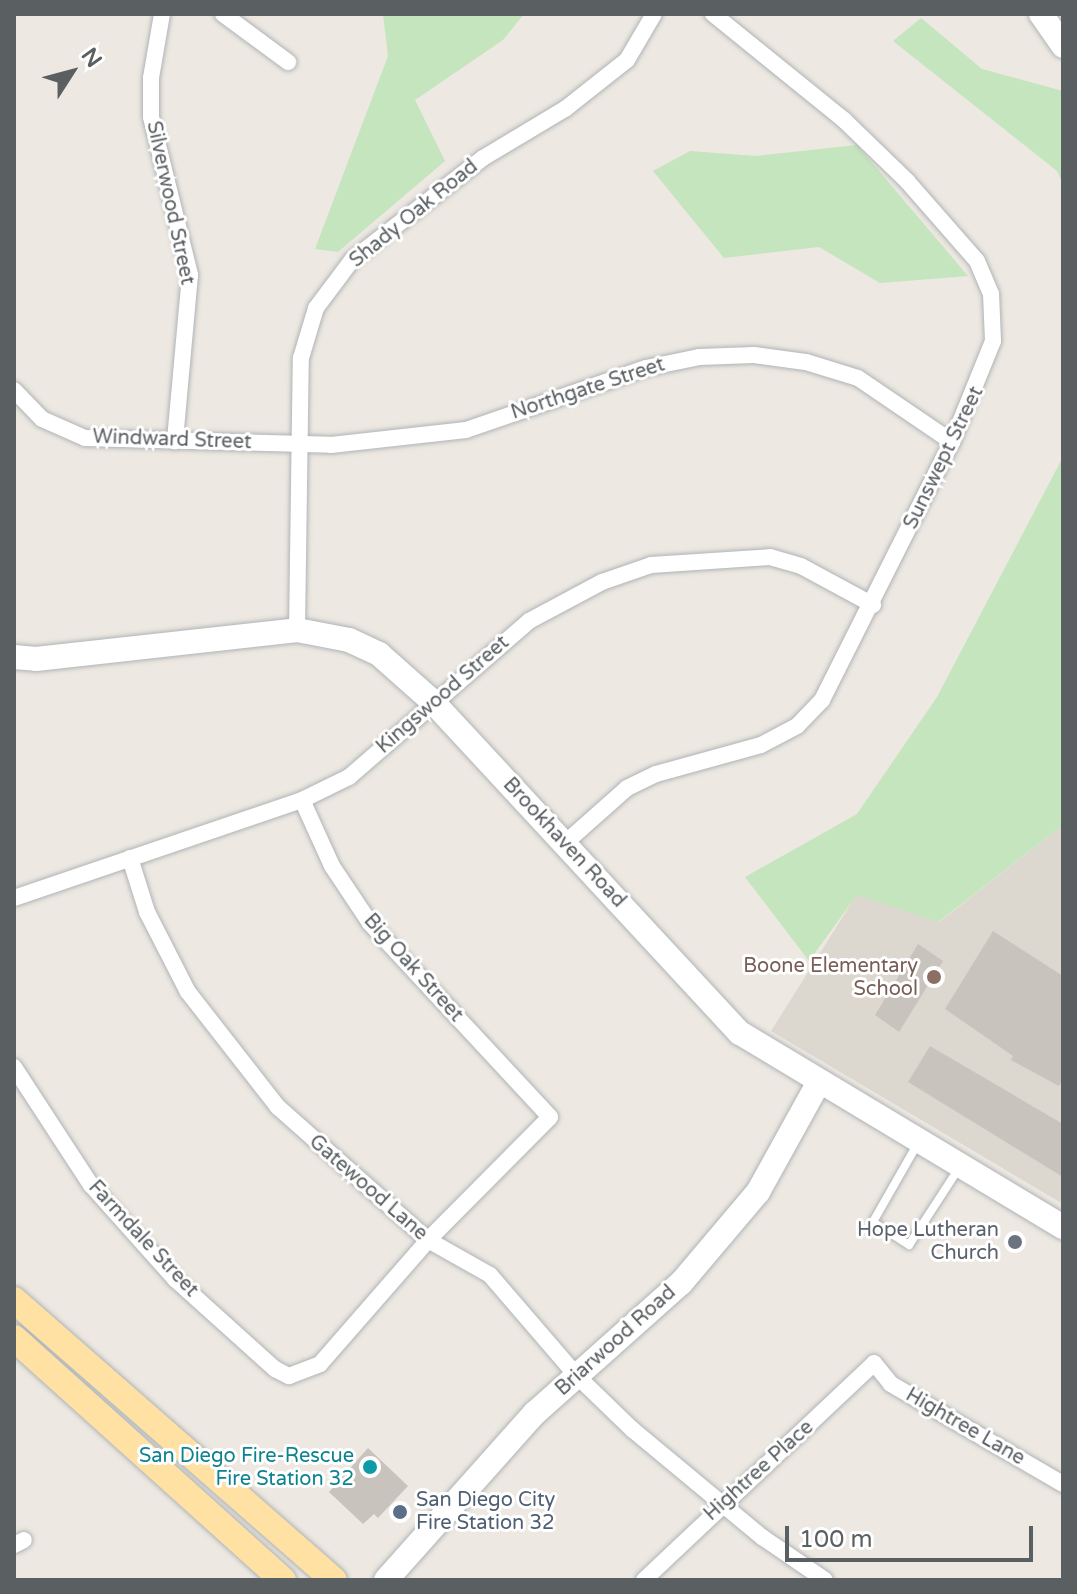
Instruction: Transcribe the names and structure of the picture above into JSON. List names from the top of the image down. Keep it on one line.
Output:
{"streets":{"street":["Silverwood Street","Shady Oak Road","Northgate Street","Windward Street","Sunswept Street","Kingswood Street","Brookhaven Road","Big Oak Street","Gatewood Lane","Farmdale Street","Briarwood Road","Hightree Lane","Hightree Place"]},"crossings":[["Silverwood Street","Windward Street"],["Shady Oak Road","Northgate Street"],["Shady Oak Road","Windward Street"],["Shady Oak Road","Brookhaven Road"],["Northgate Street","Windward Street"],["Northgate Street","Sunswept Street"],["Sunswept Street","Kingswood Street"],["Sunswept Street","Brookhaven Road"],["Kingswood Street","Brookhaven Road"],["Kingswood Street","Big Oak Street"],["Kingswood Street","Gatewood Lane"],["Brookhaven Road","Briarwood Road"],["Big Oak Street","Gatewood Lane"],["Big Oak Street","Farmdale Street"],["Gatewood Lane","Farmdale Street"],["Gatewood Lane","Briarwood Road"],["Gatewood Lane","Hightree Place"],["Hightree Lane","Hightree Place"]],"places":["Boone Elementary School","Hope Lutheran Church","San Diego Fire-Rescue Fire Station 32","San Diego City Fire Station 32"],"scale_bar":"100 m","north":"top right"}
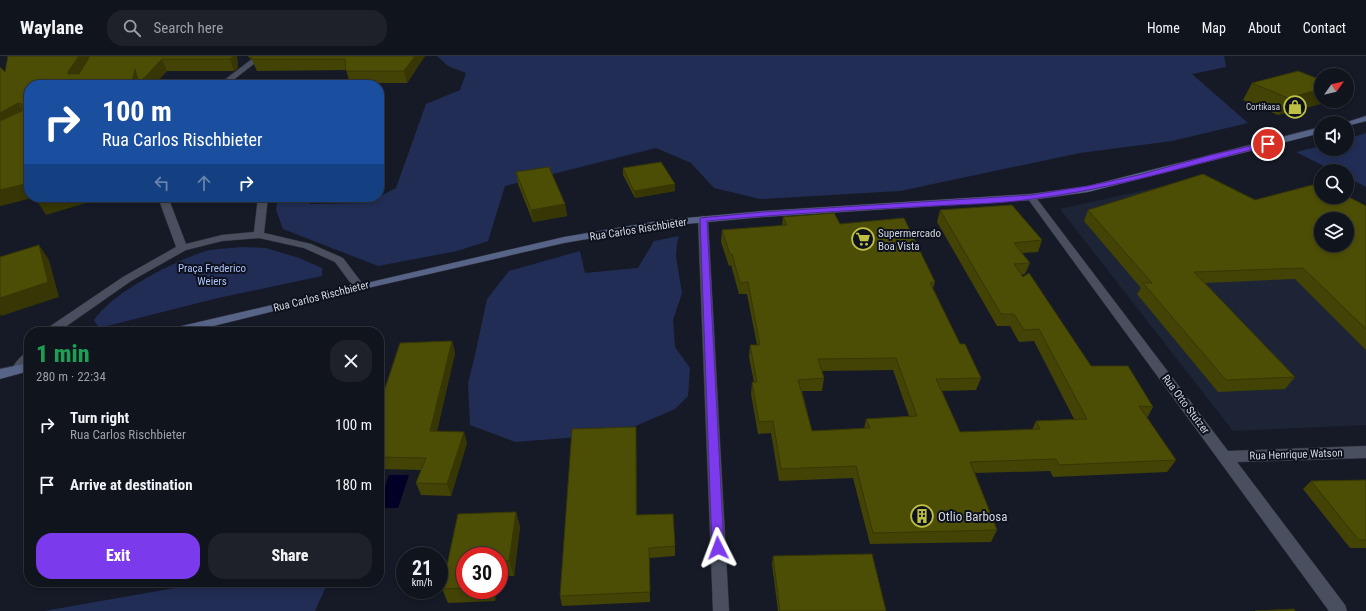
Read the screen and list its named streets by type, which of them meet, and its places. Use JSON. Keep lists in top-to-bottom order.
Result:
{
  "streets": {
    "street": ["Rua Carlos Rischbieter", "Rua Otto Stutzer", "Rua Henrique Watson"]
  },
  "crossings": [
    ["Rua Carlos Rischbieter", "Rua Otto Stutzer"],
    ["Rua Otto Stutzer", "Rua Henrique Watson"]
  ],
  "parks": ["Praça Frederico Weiers"],
  "places": {
    "shop": ["Cortikasa"],
    "supermarket": ["Supermercado Boa Vista"],
    "building": ["Otlio Barbosa"]
  },
  "north": "top right",
  "page": {
    "header": "Waylane",
    "search": "Search here",
    "nav": [
      "Home",
      "Map",
      "About",
      "Contact"
    ],
    "turn": ["100 m", "Rua Carlos Rischbieter"],
    "heading": ["1 min", "280 m · 22:34"],
    "list": [
      {
        "name": "Turn right",
        "note": "Rua Carlos Rischbieter",
        "value": "100 m"
      },
      {
        "name": "Arrive at destination",
        "value": "180 m"
      }
    ],
    "buttons": ["Exit", "Share"],
    "speed": "21 km/h",
    "limit": "30"
  }
}
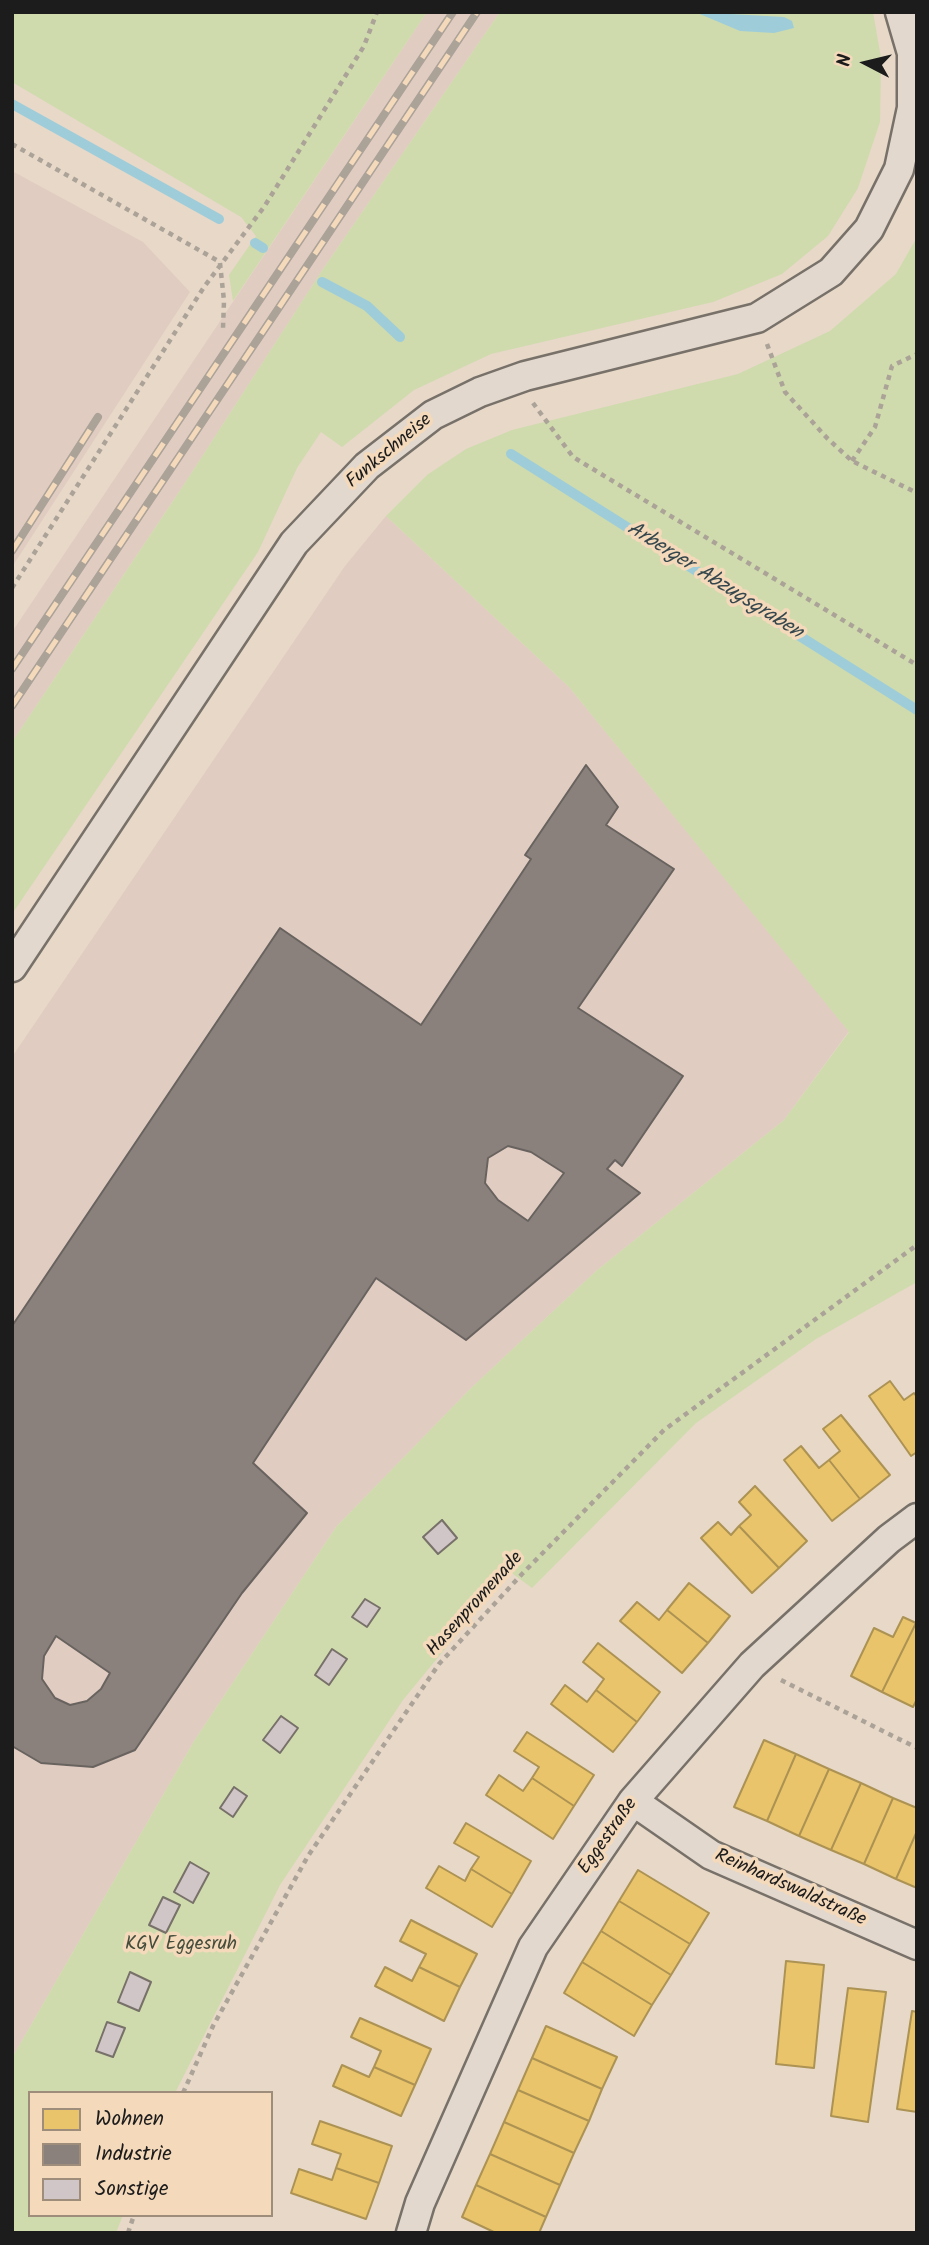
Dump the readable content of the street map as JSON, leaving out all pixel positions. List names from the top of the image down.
{
  "streets": {
    "street": ["Funkschneise", "Eggestraße", "Reinhardswaldstraße"],
    "path": ["Hasenpromenade"]
  },
  "crossings": [
    ["Eggestraße", "Reinhardswaldstraße"]
  ],
  "water": ["Arberger Abzugsgraben"],
  "parks": ["KGV Eggesruh"],
  "legend": ["Wohnen", "Industrie", "Sonstige"],
  "north": "left"
}
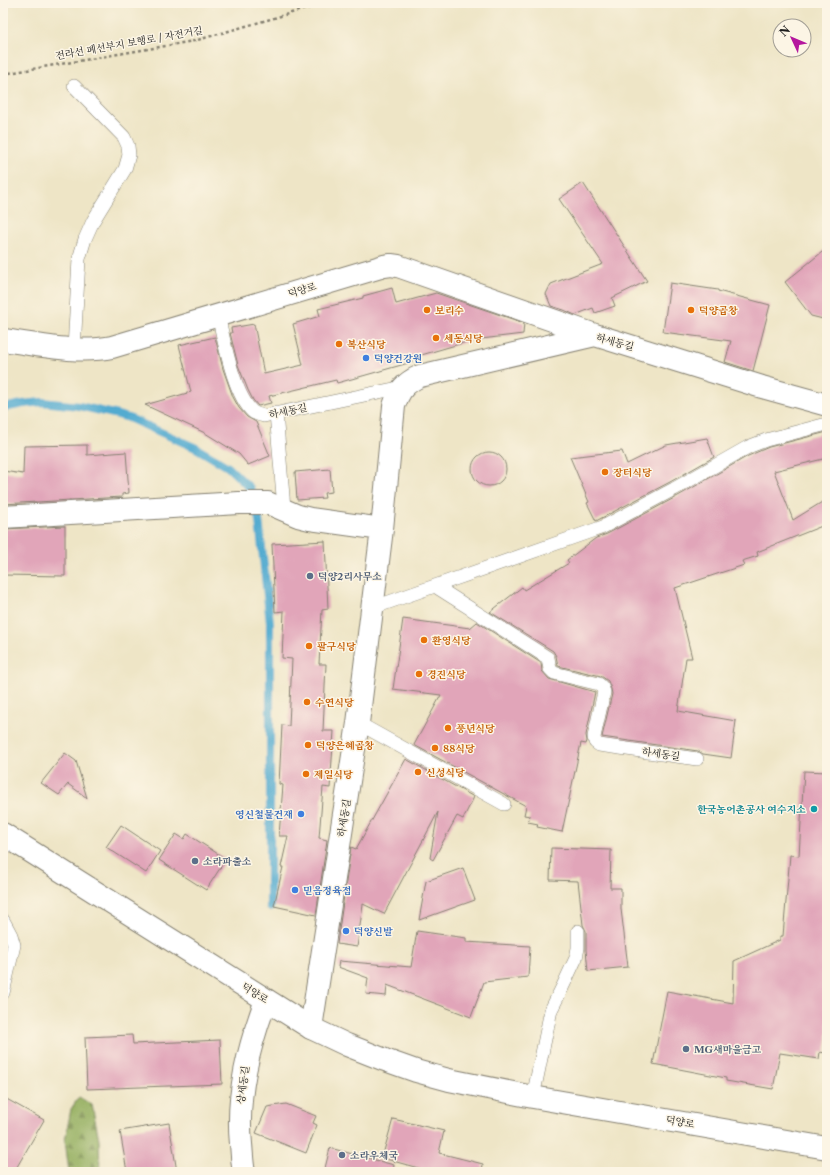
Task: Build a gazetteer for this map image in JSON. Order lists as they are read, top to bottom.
{
  "streets": {
    "street": ["덕양로", "하세동길", "상세동길"],
    "path": ["전라선 폐선부지 보행로 / 자전거길"]
  },
  "crossings": [
    ["덕양로", "하세동길"],
    ["덕양로", "상세동길"]
  ],
  "places": [
    "보리수",
    "덕양곱창",
    "세동식당",
    "복산식당",
    "덕양건강원",
    "장터식당",
    "덕양2리사무소",
    "환영식당",
    "팔구식당",
    "경진식당",
    "수연식당",
    "풍년식당",
    "덕양은혜곱창",
    "88식당",
    "신성식당",
    "제일식당",
    "한국농어촌공사 여수지소",
    "영신철물건재",
    "소라파출소",
    "믿음정육점",
    "덕양신발",
    "MG새마을금고",
    "소라우체국"
  ],
  "north": "top left"
}
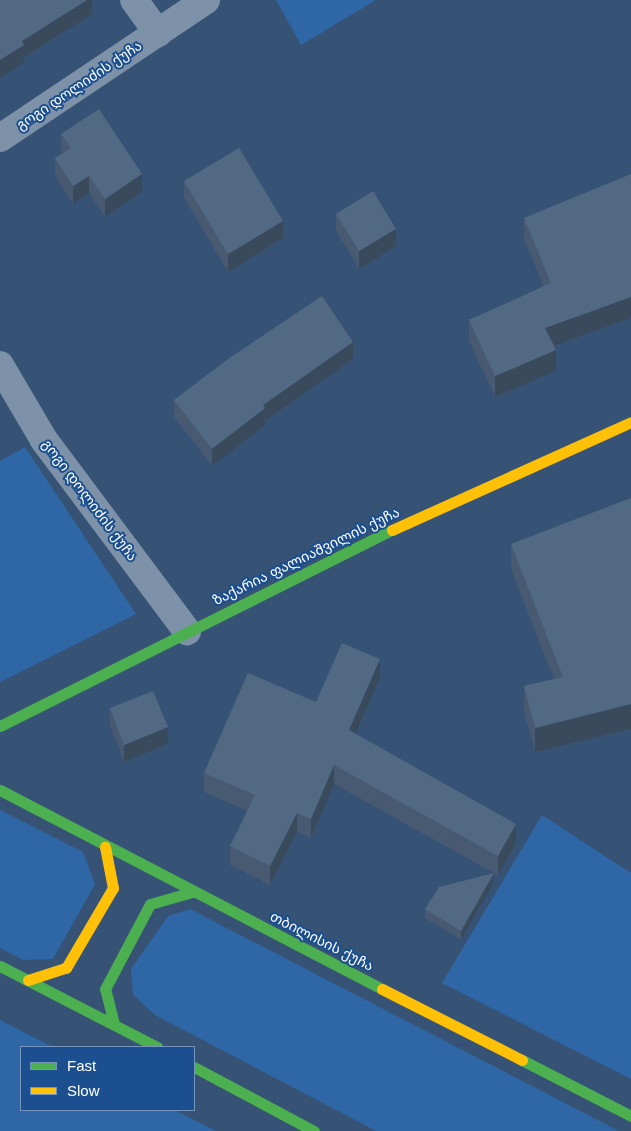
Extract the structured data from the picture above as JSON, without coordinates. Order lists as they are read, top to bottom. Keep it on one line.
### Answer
{"streets":{"main road":["ზაქარია ფალიაშვილის ქუჩა","თბილისის ქუჩა"],"street":["გოგი დოლიძის ქუჩა"]},"crossings":[["გოგი დოლიძის ქუჩა","ზაქარია ფალიაშვილის ქუჩა"]],"legend":["Fast","Slow"]}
********************
◆ Task objective: Go through the material and report each line that holds the string "above".

◆ Response for this exercise:
Instruction: Transcribe the names and structure of the picture above into JSON. List names from the top of the image down. Keep it on one line.
Extract the structured data from the picture above as JSON, without coordinates. Order lists as they are read, top to bottom. Keep it on one line.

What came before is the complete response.